Irish Coast Guard is searching for the wreckage of a helicopter which went missing over the Atlantic during a rescue mission, as hope wanes for three of its crew members.
One crew member, Captain Dara Fitzpatrick, of the air and sea rescue helicopter 116, was picked up at first light on Tuesday off the Co. Mayo coast by a lifeboat but was in critical condition and died in hospital later that day.
Wreckage was located in the search area about five miles off Blacksod lighthouse in north Mayo.
As the search continued for the other three crew-members of the helicopter which went missing around 1 a.m. on Tuesday, Paul Ormsby, Ciaran Smith and Captain Mark Duffy.
All were attached to a Dublin-based helicopter which had flown from the capital to join a rescue helicopter from Sligo that was responding to a distress call from a British-registered fishing vessel about 250 miles off the west coast.
At 12:45 a.m. the Coast Guard last heard from the Dublin helicopter to say it was making its approach to Blacksod to refuel before heading out into the Atlantic to carry out its role as the “chase” helicopter.
The Coast Guard called a mayday after the helicopter, which was being traced using a sophisticated tracking system, “just went off the screen.”
Coast Guard acting director Eugene Clonan said sea conditions were rough at the time and visibility was not good.
Other coast guard helicopters and RNLI lifeboats, as well as a number of local fishing vessels and garda divers are participating in the search.
Transport Minister Shane Ross said he wished to express his “sincere support and sympathies for all those involved, particularly those family members awaiting news of their loved ones.”
At the scene of search operations on the pier at Blacksod Bay, he met with families and spoke to the heroism and great sacrifice of the crew members.
"The idea that people whose purpose in life, whose motivation in life, was to save people have lost their lives themselves makes it all the more poignant.
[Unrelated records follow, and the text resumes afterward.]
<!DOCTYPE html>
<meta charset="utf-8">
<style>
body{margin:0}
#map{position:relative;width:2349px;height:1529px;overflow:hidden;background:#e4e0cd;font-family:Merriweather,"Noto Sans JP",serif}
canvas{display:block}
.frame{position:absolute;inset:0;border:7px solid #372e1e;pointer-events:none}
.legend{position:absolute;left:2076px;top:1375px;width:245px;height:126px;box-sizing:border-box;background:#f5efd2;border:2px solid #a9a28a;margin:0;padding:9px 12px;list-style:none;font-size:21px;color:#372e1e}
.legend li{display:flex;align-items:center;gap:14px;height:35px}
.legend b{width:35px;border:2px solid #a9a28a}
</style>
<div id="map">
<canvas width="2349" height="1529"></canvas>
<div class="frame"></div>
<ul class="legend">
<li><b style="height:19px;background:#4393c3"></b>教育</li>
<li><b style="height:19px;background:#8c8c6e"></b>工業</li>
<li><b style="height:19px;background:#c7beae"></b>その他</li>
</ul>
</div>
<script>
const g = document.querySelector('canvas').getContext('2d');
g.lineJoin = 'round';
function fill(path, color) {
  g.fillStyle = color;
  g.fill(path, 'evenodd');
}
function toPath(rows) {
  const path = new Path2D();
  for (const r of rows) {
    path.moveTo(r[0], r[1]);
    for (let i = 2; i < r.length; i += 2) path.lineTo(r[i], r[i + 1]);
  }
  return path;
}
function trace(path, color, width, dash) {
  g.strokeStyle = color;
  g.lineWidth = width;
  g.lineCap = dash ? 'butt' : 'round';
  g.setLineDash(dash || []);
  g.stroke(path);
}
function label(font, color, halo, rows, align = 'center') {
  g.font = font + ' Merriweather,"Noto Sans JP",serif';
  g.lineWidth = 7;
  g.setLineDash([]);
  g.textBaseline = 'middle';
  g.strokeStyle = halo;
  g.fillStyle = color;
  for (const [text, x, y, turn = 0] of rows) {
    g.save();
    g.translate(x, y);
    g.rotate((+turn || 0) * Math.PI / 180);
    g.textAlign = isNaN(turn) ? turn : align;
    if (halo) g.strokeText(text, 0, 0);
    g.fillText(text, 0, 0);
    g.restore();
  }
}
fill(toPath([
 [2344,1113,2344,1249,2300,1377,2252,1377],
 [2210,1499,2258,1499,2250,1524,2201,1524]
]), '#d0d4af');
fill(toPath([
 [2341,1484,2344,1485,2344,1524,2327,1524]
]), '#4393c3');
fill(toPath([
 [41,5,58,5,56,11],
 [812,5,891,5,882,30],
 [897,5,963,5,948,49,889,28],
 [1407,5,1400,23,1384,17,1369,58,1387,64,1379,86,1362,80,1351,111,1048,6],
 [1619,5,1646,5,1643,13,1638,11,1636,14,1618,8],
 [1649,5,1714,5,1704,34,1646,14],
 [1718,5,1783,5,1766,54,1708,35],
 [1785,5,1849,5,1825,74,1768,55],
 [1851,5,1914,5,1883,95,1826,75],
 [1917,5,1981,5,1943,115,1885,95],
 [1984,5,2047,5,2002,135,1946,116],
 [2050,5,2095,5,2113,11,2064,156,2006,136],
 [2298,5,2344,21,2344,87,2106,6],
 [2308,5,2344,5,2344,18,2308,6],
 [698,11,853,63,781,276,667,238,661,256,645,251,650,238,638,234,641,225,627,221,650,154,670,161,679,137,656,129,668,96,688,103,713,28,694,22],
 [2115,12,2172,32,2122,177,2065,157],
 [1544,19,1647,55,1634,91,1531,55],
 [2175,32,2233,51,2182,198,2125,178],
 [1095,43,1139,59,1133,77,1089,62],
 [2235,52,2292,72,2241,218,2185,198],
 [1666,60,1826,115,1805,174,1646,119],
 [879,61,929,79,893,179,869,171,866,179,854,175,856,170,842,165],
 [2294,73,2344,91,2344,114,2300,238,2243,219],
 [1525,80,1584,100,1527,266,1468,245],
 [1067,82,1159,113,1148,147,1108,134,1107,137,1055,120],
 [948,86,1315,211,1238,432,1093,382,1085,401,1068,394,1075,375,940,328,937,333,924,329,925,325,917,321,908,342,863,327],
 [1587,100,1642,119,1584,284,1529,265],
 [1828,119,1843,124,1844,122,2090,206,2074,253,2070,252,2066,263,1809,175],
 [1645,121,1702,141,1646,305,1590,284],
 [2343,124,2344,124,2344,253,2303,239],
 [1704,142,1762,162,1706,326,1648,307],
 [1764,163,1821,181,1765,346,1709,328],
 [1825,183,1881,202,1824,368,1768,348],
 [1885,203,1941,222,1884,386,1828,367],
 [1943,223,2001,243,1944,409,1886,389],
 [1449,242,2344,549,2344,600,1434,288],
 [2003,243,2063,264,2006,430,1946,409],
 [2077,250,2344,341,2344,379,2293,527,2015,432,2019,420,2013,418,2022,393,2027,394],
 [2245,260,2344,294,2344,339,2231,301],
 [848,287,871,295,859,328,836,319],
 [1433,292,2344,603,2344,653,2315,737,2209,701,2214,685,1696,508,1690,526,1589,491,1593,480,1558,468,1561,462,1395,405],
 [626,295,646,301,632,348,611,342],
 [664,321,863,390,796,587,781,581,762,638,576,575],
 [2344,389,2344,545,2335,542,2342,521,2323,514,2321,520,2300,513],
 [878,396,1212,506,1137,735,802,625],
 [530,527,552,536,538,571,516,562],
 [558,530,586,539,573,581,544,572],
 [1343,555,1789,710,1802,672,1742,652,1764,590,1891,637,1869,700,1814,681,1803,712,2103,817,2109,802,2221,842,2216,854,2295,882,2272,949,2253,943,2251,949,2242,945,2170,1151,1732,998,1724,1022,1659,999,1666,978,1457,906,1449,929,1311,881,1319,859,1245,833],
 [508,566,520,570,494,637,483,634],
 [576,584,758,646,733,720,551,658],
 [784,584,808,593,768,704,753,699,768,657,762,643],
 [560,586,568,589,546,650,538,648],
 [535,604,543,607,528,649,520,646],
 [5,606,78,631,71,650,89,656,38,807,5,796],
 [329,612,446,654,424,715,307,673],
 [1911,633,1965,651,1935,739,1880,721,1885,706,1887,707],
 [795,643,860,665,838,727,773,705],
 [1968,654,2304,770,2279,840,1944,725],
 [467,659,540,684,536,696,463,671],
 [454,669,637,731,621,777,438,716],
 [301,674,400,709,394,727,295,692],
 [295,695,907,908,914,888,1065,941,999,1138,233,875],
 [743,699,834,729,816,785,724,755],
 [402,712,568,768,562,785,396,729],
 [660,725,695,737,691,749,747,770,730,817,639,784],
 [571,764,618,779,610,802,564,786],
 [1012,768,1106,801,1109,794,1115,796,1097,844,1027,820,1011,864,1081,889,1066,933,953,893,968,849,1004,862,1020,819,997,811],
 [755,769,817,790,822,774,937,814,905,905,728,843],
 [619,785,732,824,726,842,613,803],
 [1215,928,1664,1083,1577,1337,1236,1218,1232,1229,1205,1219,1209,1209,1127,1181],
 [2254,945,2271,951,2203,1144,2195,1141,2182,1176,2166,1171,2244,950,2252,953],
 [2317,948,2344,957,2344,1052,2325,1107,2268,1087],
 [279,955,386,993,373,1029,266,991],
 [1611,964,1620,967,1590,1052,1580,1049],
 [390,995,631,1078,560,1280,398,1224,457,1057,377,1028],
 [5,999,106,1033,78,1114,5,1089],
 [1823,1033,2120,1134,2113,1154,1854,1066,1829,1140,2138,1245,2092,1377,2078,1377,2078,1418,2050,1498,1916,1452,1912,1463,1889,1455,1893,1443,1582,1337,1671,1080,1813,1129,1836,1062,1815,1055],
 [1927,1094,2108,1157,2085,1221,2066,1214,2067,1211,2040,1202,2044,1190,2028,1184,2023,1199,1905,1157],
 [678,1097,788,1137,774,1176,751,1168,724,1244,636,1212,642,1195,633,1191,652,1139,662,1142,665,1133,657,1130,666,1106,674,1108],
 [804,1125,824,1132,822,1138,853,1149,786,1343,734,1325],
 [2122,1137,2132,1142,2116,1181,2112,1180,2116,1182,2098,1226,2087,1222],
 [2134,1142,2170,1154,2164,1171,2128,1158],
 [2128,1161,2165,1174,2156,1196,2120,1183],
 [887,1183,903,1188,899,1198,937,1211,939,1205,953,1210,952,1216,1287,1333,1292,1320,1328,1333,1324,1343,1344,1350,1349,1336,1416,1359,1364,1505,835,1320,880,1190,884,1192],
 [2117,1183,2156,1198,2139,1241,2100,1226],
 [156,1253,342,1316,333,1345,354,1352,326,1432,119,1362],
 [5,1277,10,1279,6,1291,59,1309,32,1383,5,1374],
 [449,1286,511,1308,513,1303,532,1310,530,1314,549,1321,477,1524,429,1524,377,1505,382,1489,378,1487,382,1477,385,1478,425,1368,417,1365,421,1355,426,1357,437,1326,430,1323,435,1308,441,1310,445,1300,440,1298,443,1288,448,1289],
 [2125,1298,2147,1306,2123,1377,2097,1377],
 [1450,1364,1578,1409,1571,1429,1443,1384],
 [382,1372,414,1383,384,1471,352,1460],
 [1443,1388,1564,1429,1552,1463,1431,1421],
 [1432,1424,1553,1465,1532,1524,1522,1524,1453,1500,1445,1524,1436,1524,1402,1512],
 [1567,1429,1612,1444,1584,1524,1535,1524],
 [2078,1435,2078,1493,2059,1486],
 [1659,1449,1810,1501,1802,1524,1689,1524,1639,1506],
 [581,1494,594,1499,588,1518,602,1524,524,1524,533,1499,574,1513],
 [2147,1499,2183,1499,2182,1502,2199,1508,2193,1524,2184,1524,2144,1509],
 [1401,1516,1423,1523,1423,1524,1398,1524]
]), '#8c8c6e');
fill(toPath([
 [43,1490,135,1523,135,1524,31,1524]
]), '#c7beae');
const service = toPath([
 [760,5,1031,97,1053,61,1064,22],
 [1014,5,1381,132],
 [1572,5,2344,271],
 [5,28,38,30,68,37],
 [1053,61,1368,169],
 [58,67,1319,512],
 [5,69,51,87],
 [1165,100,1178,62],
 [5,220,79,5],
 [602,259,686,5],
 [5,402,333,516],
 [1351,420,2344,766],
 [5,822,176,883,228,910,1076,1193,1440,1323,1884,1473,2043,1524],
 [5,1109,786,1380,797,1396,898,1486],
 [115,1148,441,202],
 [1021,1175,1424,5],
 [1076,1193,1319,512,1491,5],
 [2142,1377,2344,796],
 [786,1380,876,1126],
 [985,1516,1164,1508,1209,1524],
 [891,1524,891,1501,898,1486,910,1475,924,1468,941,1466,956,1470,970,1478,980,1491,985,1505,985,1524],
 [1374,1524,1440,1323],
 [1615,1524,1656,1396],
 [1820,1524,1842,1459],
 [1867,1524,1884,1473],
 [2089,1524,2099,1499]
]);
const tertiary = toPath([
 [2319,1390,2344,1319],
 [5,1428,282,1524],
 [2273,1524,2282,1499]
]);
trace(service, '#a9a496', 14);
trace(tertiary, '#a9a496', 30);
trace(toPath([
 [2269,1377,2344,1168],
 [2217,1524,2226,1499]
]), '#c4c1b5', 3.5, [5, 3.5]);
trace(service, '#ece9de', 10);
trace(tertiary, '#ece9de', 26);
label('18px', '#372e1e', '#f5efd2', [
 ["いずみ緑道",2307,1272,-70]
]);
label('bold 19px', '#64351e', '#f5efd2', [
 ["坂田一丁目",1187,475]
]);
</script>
These people have saved some people’s lives in the past and have now lost their own. It’s a tragedy."
Key to determining what happened to rescue chopper 116 will be the two black boxes which record crew conversation and technical operations. A signal from one of them was detected earlier today.
Captain Fitzpatrick, who previously featured in an RTE documentary that described her as “one of only a handful of female civilian rescue pilots in the world,” leaves behind her family and a three-year-old son.
In a statement, Ireland's President Michael D. Higgins said:
“On behalf of the people of Ireland, may I pay tribute to Captain Dara Fitzpatrick who died today.
“We are grateful for the courage, resolution and exemplary commitment to the aims of the Coast Guard that Captain Fitzpatrick and her colleagues have consistently displayed.
"My thoughts are with her family at this difficult moment and also with the families of the missing crew.
“It is appropriate that we acknowledge and pay tribute to the efforts of her colleagues at the Coast Guard who have been working at a time, which must be for them, a time of great grief and uncertainty.”